**Work task:**
Please state how many lines in the records below contain the word "Mesquite"; the answer should be a number and nothing else.

**Data in this exercise:**
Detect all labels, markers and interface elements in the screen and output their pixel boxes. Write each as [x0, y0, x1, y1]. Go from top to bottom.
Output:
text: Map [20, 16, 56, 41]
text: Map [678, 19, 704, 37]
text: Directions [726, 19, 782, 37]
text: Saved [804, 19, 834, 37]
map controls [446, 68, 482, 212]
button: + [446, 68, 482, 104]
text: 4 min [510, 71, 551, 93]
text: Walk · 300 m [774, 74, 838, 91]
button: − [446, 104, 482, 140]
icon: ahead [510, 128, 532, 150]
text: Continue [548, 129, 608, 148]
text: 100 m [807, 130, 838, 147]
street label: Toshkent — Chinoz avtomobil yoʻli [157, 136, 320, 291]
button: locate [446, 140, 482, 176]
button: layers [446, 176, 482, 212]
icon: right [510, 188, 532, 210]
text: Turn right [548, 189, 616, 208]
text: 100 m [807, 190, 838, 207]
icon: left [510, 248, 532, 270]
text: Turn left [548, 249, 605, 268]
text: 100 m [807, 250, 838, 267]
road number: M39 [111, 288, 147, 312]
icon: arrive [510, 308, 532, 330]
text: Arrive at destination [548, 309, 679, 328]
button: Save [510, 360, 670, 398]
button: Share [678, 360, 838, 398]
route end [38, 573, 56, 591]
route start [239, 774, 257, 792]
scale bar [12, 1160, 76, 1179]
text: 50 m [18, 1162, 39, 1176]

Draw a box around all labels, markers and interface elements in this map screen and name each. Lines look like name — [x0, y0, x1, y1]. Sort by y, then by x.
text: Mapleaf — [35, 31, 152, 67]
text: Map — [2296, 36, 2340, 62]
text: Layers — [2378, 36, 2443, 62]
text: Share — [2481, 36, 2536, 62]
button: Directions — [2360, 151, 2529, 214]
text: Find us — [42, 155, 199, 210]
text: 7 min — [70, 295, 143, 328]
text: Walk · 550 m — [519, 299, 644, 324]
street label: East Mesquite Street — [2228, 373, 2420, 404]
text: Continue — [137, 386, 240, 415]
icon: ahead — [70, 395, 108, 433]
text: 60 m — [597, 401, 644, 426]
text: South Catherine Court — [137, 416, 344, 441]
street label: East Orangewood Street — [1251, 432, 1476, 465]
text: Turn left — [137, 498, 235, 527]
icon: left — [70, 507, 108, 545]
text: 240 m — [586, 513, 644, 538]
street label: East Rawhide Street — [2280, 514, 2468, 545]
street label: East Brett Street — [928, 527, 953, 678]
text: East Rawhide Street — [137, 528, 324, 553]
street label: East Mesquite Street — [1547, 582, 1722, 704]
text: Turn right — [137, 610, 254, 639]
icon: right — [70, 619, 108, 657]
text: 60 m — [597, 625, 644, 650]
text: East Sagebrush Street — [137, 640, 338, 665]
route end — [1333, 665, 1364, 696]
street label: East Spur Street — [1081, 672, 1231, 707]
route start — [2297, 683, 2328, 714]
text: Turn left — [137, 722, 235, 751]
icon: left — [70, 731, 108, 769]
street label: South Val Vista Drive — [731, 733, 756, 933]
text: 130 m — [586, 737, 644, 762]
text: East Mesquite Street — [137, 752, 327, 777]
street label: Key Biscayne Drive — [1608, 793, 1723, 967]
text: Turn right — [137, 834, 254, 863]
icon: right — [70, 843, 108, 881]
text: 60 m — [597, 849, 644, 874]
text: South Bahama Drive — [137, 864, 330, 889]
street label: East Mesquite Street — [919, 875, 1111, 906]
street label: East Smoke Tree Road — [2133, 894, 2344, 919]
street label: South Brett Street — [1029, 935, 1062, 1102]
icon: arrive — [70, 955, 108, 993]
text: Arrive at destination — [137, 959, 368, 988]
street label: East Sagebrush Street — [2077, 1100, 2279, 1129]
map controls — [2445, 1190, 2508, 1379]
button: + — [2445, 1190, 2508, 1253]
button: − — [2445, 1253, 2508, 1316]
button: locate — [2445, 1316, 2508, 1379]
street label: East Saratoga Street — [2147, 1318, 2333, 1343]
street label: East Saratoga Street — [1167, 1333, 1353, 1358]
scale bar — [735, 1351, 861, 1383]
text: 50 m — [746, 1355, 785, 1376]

**Answer to the exercise:**
4